Pourtant, il suffit d’observer que des maladies réellement caractérisées par un ramollissement des tissus (ex syndrome de Marfan) provoquent une évolution fondamentalement différente du tissu cornéen, et qu’aucun modèle biomoléculaire ou génétique n’explique le kératocône à lui seul; ces théories achoppent toujours sur l’explication du caractère « focal » (localisé) et très asymétrique entre les deux yeux des anomalies cornéennes…. Explication qui est limpide quand on observe qu’elle est en rapport avec le caractère focal des frottements (les patients atteints de kératocône unilatéral ou plus prononcé d’un côté se frottent exclusivement ou surtout l’oeil atteint).
Ces praticiens devraient réviser leur attitude car non seulement leur conception du kératocône est erronée (mais avantageuse pour prescrire certains actes chirurgicaux), et pire, le CXL ne réussit même pas à atteindre le but qui lui est assigné: durcir la cornée des patients atteints de kératocône !

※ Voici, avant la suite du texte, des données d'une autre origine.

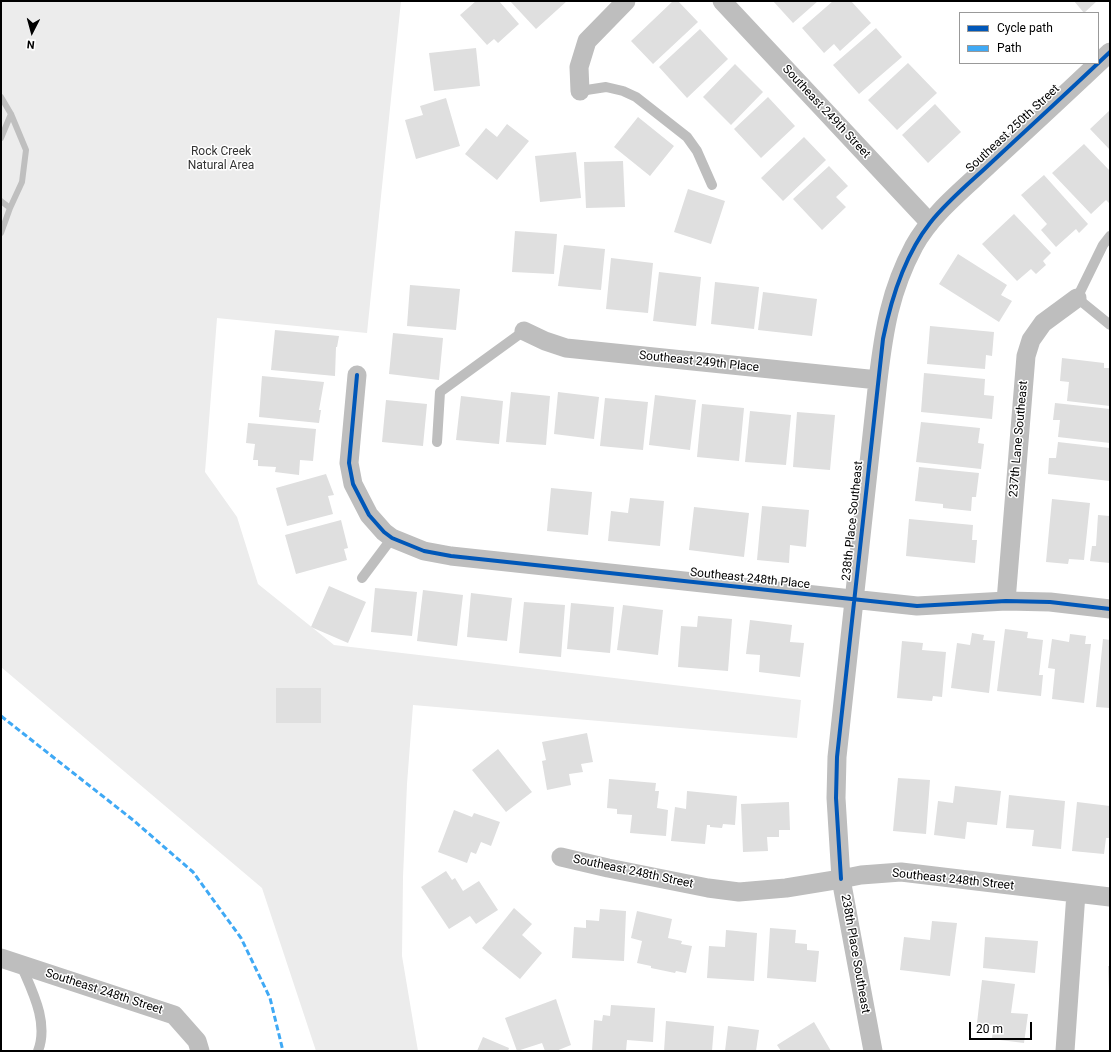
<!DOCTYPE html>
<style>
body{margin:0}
#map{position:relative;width:1111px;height:1052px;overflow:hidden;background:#fff;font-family:Roboto,sans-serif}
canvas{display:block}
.frame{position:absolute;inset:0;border:2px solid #000;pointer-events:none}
.legend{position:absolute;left:959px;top:12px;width:140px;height:52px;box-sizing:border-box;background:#fff;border:1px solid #999;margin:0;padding:5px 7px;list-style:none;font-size:12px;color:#000}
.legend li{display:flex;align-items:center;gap:8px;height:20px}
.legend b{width:20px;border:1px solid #999}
.north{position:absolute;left:12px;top:12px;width:40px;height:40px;-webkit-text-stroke:3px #fff;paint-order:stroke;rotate:186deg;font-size:11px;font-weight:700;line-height:16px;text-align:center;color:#000}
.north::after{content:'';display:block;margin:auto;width:14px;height:18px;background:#000;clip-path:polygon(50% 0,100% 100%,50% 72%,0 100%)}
.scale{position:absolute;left:969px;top:1022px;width:63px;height:18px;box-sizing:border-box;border:2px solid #000;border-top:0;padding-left:5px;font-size:12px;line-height:14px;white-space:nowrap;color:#000;-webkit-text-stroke:3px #fff;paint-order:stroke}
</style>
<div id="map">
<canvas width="1111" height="1052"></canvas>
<div class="frame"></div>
<ul class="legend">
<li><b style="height:5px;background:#0057b8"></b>Cycle path</li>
<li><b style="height:5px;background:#3fa9f5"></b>Path</li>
</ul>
<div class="north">N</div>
<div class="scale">20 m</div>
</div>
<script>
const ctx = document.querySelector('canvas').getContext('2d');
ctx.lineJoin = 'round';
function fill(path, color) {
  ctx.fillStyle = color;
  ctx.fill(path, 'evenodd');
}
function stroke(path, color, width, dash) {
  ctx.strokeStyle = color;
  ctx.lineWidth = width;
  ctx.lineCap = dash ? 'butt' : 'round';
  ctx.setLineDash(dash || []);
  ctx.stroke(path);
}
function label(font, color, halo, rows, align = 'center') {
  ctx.font = font + ' Roboto,sans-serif';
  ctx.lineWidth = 3;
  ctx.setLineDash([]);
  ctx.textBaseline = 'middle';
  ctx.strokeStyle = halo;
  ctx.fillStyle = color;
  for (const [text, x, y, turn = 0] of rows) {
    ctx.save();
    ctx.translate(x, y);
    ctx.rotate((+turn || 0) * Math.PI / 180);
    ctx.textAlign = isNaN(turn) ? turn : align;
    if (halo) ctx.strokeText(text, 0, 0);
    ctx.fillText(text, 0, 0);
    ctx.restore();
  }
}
fill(new Path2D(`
 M1,1H401L367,333L217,318L205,472L237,517L258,584L334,645L801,700L797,738L413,705L407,784L403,877L402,956L418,1051H316L262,888L1,667Z`), '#ececec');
stroke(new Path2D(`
 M1,97L11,114L26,150L22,182L10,208L1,233
 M1,138L11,114
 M1,201L10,208`), '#bfbfbf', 6);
fill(new Path2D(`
 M476,1H499L519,24L498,43L494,39L487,45L460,15Z
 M510,1H567L536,29Z
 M673,1H678L698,22L653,64L631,41Z
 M773,1H818L793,23Z
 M833,1H851L871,23L840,51L834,44L824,53L802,28Z
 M1074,1H1097L1084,13Z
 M876,28L902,57L859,94L833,65Z
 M700,29L728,59L687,98L659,67Z
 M476,48L480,86L434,91L429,53Z
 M908,63L937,93L897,130L868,100Z
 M735,64L763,92L731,125L703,97Z
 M768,97L795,126L761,158L734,129Z
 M446,98L460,146L416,159L405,120L423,115L420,106Z
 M935,104L961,132L928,163L902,135Z
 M1110,110V150L1090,129Z
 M638,117L674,146L650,176L614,147Z
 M507,124L529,141L497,180L465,154L486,128L497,137Z
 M804,137L826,160L783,201L761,178Z
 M1084,144L1110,171V202L1109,203L1106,200L1091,214L1052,173Z
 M576,152L581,198L540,202L535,156Z
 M623,161L625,207L586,208L584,162Z
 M829,166L848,186L836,197L846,207L822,230L793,199Z
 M1044,175L1088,224L1079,233L1076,229L1056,247L1041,230L1047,224L1021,195Z
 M688,189L725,201L711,244L674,232Z
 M1014,214L1051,253L1043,261L1046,265L1036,274L1031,269L1017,281L982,244Z
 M515,231L557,234L554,274L512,272Z
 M564,245L605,249L601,290L558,286Z
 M958,254L1007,285L1001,295L1012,301L999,322L939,284Z
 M611,258L653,263L648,313L606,309Z
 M659,272L701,277L696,326L653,321Z
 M715,282L759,287L754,329L711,324Z
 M410,285L460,289L456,330L407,326Z
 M763,292L817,299L812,336L758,330Z
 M930,326L994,332L992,356L986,355L985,369L927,364Z
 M275,330L339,336L337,347H336L335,376L271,370Z
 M393,333L443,338L439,380L389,374Z
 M1062,358L1104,363V368H1110V406L1067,401L1069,382L1060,381Z
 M924,373L985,379L984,395L994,396L992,419L921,412Z
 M262,376L324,382L319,410H321L319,423L259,417Z
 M511,392L550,396L546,445L506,442Z
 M558,392L599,397L594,439L554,434Z
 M655,395L696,400L690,450L649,445Z
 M461,396L503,401L499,444L456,440Z
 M605,398L648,402L643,450L600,446Z
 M386,400L427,404L423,446L382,442Z
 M1055,403L1110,409V443L1058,437L1060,420H1053Z
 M702,404L744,408L739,461L697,457Z
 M750,411L791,415L786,465L745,462Z
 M797,412L835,415L830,470L793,467Z
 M921,422L980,428L978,443L984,444L981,469L916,462Z
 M248,423L316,429L313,461L300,460L299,475L275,472L276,467L258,466V460H253L255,444L246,443Z
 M1058,442L1110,448V481L1048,474L1049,458H1056Z
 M919,467L979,473L976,497H972L971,511L943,508V504L915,501Z
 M326,474L334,495L328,496L333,514L287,526L276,488Z
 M551,488L592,492L588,535L547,531Z
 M630,498L664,501L660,546L608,541L611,511L628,513Z
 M1052,499L1090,503L1084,560L1069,559L1068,564L1046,562Z
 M762,506L809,510L806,547L790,545L789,563L757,560Z
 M694,507L749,513L744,557L689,550Z
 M1098,515L1110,516V563L1090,561L1092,546H1096Z
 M909,519L973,525L972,540H977L975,563L906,556Z
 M341,520L348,548L344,549L347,560L296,574L285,535Z
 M329,586L366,602L348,643L311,627Z
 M375,588L417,592L412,636L371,632Z
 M423,590L463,595L457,646L417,641Z
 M471,593L512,598L507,641L467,637Z
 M524,602L565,605L561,657L519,653Z
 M571,603L614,607L610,653L567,649Z
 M623,605L663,610L658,655L617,650Z
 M698,616L732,619L728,671L678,667L681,626L697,627Z
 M750,620L792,625L790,642L804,643L800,677L759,672L760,655L746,654Z
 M1005,629L1028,632L1027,638L1043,640L1039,675H1043L1041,696L997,691Z
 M972,633L984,635L983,640L995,641L989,693L951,688L957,643L970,645Z
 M1070,634L1086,636L1085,644H1091L1084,703L1052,699L1055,669L1048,668L1052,639L1069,642Z
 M1103,639L1110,640V708L1096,707Z
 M902,641L923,643L922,650L946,652L942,697L933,696L932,701L897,698Z
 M276,688H321V723H276Z
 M587,733L593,762L581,764L583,772L569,774L571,785L547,790L542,761L546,760L542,742Z
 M498,749L532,792L506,812L472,770Z
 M898,778L930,780L926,834L893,831Z
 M609,779L656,783L655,791H659L657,808L668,810L666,836L630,833L632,815L617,814V809L607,808Z
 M955,786L1001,791L997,825L967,822L965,839L934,835L938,801L953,803Z
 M687,791L737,796L735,825L723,824L722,828L710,827V825H707L705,844L671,841L675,807L686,809Z
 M1009,795L1065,801L1061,849L1032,846L1034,830L1006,828Z
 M789,802L790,830H779V837H767L768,851L743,852L741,804Z
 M1077,802L1110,806V838H1106L1104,854L1072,851Z
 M454,810L472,817L474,813L500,822L491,846L481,842L476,854L471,852L467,863L438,852Z
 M446,871L452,880L455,878L463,891L479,881L498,910L476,924L470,916L449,929L421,887Z
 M514,908L532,924L522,935L542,953L520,979L482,948Z
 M600,909L626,911L624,961L572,958L574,927L586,928V920L599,921Z
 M637,911L672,919L668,938L682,941L681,944L692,946L686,973L676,971L675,973L651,968V966L637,963L642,941L631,938Z
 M932,921L957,923L950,976L900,970L904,937L930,940Z
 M770,928L796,930L795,943L807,944V950L819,951L816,982L767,978Z
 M726,930L757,933L754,981L707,978L709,946L725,947Z
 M985,937L1038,941L1035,973L983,968Z
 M1108,966H1110V990H1109Z
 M982,980L1015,984L1011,1013L1028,1014L1024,1043L992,1039L993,1025L977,1023Z
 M556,999L571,1045L556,1051H545L542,1043L517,1051L505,1018Z
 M611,1005L655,1008L653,1042L627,1040L626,1051H592L594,1020L602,1021L603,1015L610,1016Z
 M666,1021L714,1026L712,1051H664Z
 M814,1022L831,1051H781L777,1045Z
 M728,1026L759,1030L756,1051H725Z
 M483,1037L509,1048L508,1051H477Z`), '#dfdfdf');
stroke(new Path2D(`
 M580,91L606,87L623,91L636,97L687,137L697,151L712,185
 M1110,236L1103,245L1077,298L1110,325
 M437,442L440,392L524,331
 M362,578L392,538
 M21,965C32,991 49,1022 38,1051`), '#bebebe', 10);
stroke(new Path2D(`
 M722,1L930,223
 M580,91L579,67L587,41L626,1
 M524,331L545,341L566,348L878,380
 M357,375L349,463L353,484L369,515L384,532L392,538L424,551L451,556L917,606L1006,601L1050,602L1110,609
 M1006,601L1026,356L1031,340L1043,323L1077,298
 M561,857L608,868L708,888L739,892L786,888L841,879L861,875L901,872L1110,897
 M1,958L174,1015L197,1041L200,1051
 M873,1051L841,879L836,798L837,757L878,380C884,330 890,291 914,246C932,213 965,188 992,162C1032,125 1071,89 1110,52
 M1065,1051L1076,893`), '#bebebe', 19);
stroke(new Path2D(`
 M1,716L133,820L193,872L241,938L270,998L283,1051`), '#3fa9f5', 3, [6, 3]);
stroke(new Path2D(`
 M357,375L349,463L353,484L369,515L384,532L392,538L424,551L451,556L917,606L1006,601L1050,602L1110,609
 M841,879L836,798L837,757L883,339C891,299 904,256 930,223C948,200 972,181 993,161C1032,125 1071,89 1110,52`), '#0057b8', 4);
label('12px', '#000', '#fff', [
 ["Southeast 249th Street",826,112,47],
 ["Southeast 250th Street",1013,129,-43],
 ["Southeast 249th Place",699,362,6],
 ["237th Lane Southeast",1019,439,-85],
 ["238th Place Southeast",853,521,-84],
 ["Southeast 248th Place",750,579,6],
 ["Southeast 248th Street",633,872,12],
 ["Southeast 248th Street",953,880,6],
 ["238th Place Southeast",855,954,80],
 ["Southeast 248th Street",104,992,18]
]);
label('12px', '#333', '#fff', [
 ["Rock Creek",221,152],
 ["Natural Area",221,166]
]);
</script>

Avec le CXL sont souvent associés, pêle-mêle, des propositions de pose d’anneaux intracornéens ou de laser: le CXL étant généralement présenté comme une technique visant à stabiliser la maladie, et les anneaux/le laser sont destinés à améliorer la vision.
En cas de kératocône, la stabilisation de la maladie est assurée par l’arrêt strict des frottements oculaires. Pour la réhabilitation visuelle, l’adaptation en lentille de contact est bien plus efficace que les chirurgies à visée « cornéo plastiques » sur des cornées fragilisées et irrégulières. Certains praticiens répugnent à proposer une adaptation en lentilles aux patients chez qui un kératocône a été découvert, et leur proposent d’emblée un triptyque de chirurgies souvent peu efficaces et potentiellement sources de complications (halos avec anneaux, haze et problèmes cicatriciels, baisse de vision après CXL, etc.).

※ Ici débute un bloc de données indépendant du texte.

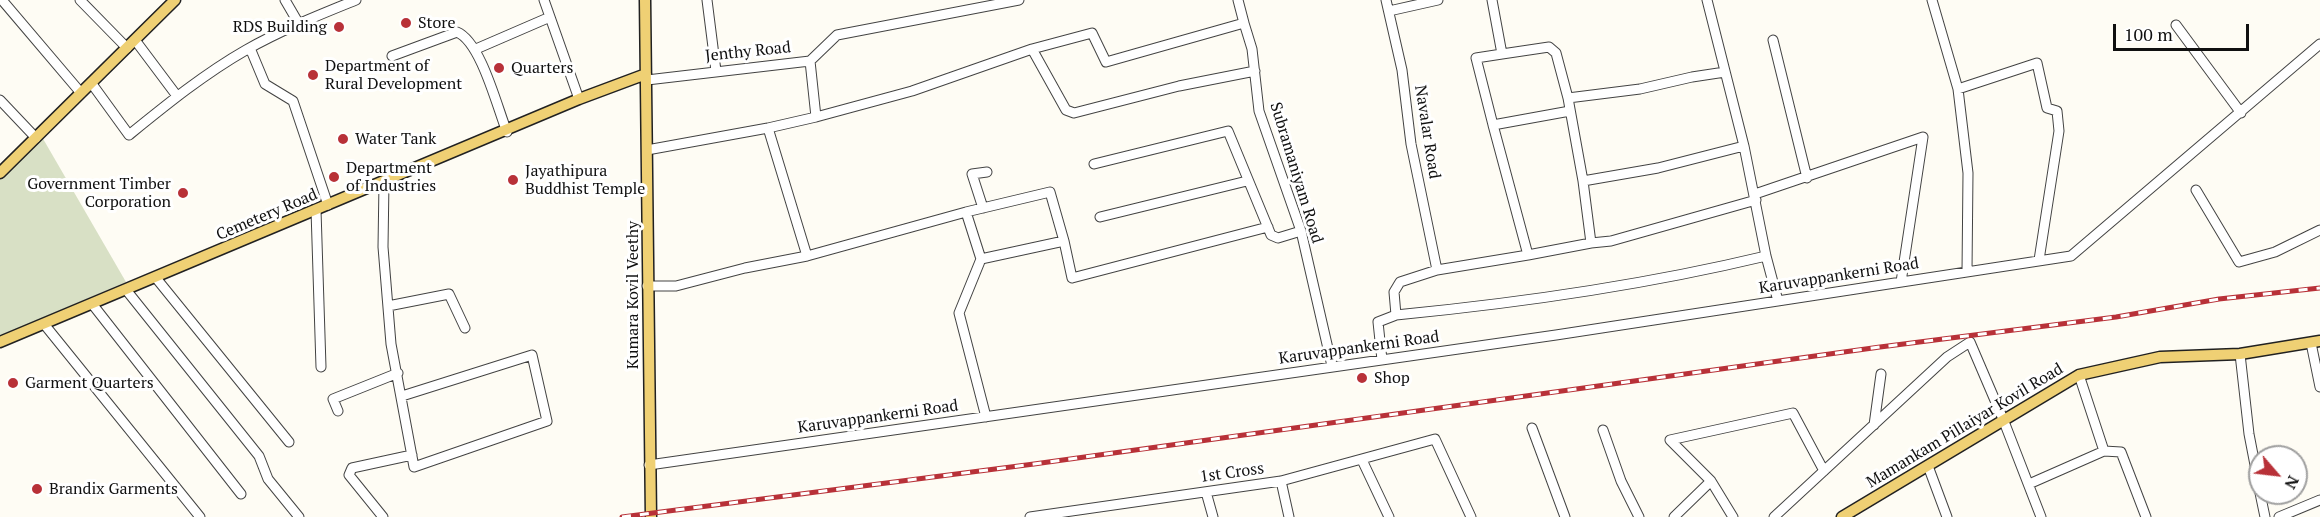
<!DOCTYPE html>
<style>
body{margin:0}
#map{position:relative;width:2320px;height:517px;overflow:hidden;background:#fefcf4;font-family:"PT Serif",serif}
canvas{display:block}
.north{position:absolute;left:2248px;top:445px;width:60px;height:60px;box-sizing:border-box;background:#fff;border:2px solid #9f9f9f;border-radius:50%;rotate:118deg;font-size:16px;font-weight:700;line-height:24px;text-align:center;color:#101010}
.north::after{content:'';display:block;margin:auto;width:21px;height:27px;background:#b83138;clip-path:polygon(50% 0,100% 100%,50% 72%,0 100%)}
.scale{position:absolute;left:2113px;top:24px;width:136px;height:27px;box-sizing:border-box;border:3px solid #101010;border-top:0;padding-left:8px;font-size:18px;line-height:21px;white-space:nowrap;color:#101010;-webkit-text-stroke:4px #fff;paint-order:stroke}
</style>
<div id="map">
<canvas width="2320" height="517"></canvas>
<div class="north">N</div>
<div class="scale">100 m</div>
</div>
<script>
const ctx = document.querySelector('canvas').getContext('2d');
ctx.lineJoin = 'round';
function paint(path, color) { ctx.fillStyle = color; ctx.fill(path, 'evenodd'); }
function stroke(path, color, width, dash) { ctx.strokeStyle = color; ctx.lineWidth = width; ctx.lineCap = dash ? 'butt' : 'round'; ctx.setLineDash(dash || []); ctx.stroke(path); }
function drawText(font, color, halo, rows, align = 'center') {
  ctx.font = font + ' "PT Serif",serif'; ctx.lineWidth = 6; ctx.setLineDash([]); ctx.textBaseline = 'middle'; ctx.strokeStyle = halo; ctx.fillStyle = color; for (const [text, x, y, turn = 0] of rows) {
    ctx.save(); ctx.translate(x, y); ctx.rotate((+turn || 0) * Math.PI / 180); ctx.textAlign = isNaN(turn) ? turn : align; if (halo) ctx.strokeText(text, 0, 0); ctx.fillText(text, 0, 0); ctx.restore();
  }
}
const cemetery = new Path2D(`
 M42 137 126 282 0 336V179Z`);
const minor = new Path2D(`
 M2 0 81 93
 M80 0 127 48
 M285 0 299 24
 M544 0 579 99
 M707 0 716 71
 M1386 0 1402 70 1411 144 1437 270
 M1492 0 1502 54 1549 47 1556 53 1568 98
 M1707 0 1744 146 1766 256 1778 301
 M1932 0 1958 89 1968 173 1967 271
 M1389 11 1438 0
 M1244 23 1252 49 1259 111 1301 231 1332 366
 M2176 25 2241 113
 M135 40 177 96
 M1773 40 1807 178
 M250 48 265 84 293 101 328 205
 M476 49 550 17
 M1032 49 1066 110 1074 113 1179 86 1255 71
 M1502 54 1476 58 1493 125 1570 111
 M392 56 457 32C481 42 497 107 507 132
 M810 61 816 117
 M1725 72 1692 77 1640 89 1568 98 1583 181 1658 168 1744 146
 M647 80 810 61 837 35 1019 0
 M92 84 129 135C166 105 204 74 246 50 281 30 319 15 356 0
 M1958 89 2037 63 2047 108 2057 111 2059 131 2039 260
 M0 100 36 138
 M1493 125 1528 255 1591 243 1583 181
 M768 128 807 256 966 212 1050 192 1064 241 981 259 959 313 986 417
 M647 150 768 128 816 117 912 91 1032 49 1092 33 1106 62 1244 23 1238 0
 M1094 164 1228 131 1271 235 1278 238 1301 231
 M384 182 383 247 391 344 414 467 547 421 532 355 402 396
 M2196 190 2239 262 2275 252 2320 230
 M1755 194 1923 137 1901 282
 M983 208 972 174 987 172
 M316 210 321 367
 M966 212 981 259
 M1100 217 1247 181
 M1064 241 1072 278 1268 227
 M1591 243 1611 241 1756 200
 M156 278 289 442
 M647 286H676L745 268 807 256
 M127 291 259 456 268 479 299 517
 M93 305 241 494
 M388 306 449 294 465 328
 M1396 315C1520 303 1645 285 1766 256
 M44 324 200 517
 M2311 343 2320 387
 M2240 354 2249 434 2260 491
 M1382 360 1378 322 1396 315 1394 292 1400 282 1437 270 1528 255
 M2079 375 2104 451 2121 452 2146 517
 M338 411 333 399 398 373
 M1874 425 1881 374
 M1532 428 1565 517
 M1603 430 1621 481 1639 517
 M1670 440 1793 413 1824 471
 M1670 440 1711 481 1733 517
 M1362 460 1389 517
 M649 465 1556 335 2071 256 2320 44
 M1928 466 1947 517
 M1281 481 1289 517
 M2029 484 2104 451
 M1206 492 1213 517
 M2260 493 2265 517
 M383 517 349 475 352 468 412 455
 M1030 517 1281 481 1435 439 1471 517
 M1674 517 1711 481
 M1774 517 1947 357 1970 342 2003 419 2041 517
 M2279 517 2320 500`);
const major = new Path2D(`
 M645 0 651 517
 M0 173 175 0
 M0 342 579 99 646 74
 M1842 517 2079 375 2160 357 2240 354 2320 341`);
const rail = new Path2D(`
 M622 517 1034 464 1880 347 2116 317 2219 299 2320 288`);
const markers = [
 [406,23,6,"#b83138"],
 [339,27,6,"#b83138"],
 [499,68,6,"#b83138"],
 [313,75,6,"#b83138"],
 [343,139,6,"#b83138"],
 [334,177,6,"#b83138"],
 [513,180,6,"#b83138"],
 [183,193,6,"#b83138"],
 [1362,378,6,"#b83138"],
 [13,383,6,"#b83138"],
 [37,489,6,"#b83138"]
];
const poiNames = [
 ["Store",418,23],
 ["RDS Building",327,27,"right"],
 ["Department of",325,66],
 ["Rural Development",325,84],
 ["Quarters",511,68],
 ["Water Tank",355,139],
 ["Department",346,168],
 ["of Industries",346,186],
 ["Jayathipura",525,171],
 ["Buddhist Temple",525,189],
 ["Government Timber",171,184,"right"],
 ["Corporation",171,202,"right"],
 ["Shop",1374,378],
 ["Garment Quarters",25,383],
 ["Brandix Garments",49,489]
];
const streetNames = [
 ["Jenthy Road",748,52,-6],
 ["Navalar Road",1427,132,81],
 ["Subramaniyam Road",1296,173,73],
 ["Cemetery Road",267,215,-23],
 ["Karuvappankerni Road",1839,276,-9],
 ["Kumara Kovil Veethy",633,295,-90],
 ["Karuvappankerni Road",1359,348,-8],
 ["Karuvappankerni Road",878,417,-8],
 ["Mamankam Pillaiyar Kovil Road",1965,426,-31],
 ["1st Cross",1232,473,-8]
];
paint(cemetery, '#d8e0c5');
stroke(minor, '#434343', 11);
stroke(major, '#212121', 13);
stroke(minor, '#fff', 9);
stroke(major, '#efd074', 10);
stroke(rail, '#b83138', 5);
stroke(rail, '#fff', 3, [9]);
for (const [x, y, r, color] of markers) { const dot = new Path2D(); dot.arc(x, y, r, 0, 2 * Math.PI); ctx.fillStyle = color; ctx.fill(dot); stroke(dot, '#fff', 2); }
drawText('16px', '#101010', '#fff', poiNames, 'left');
drawText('16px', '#101010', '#fff', streetNames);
</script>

Certes, des études IN VITRO ont montré une certaines efficacité du CXL quant à la rigidification de cornées animales.
En revanche, aucune étude scientifique in vivo (réalisée sur des cornées de patients, en dehors de conditions expérimentales) n’a pu mettre en évidence de modifications significative de la rigidité de la cornée après réalisation du CXL, chez les patients atteints de kératocône. !! Encore de nos jours, dans les années 20, l’auteur de ce site expertise des articles scientifiques (reviewing) dont l’enjeu est de mettre au point une technique destinée à mettre en évidence le supposé durcissement cornéen induit par le CXL, généralement sans succès…
Ce simple constat devrait suffire pour reconsidérer l’intérêt de cette technique et susciter la controverse, afin d’essayer de comprendre les raisons de cet échec, et peut-être, de rendre la technique plus efficace.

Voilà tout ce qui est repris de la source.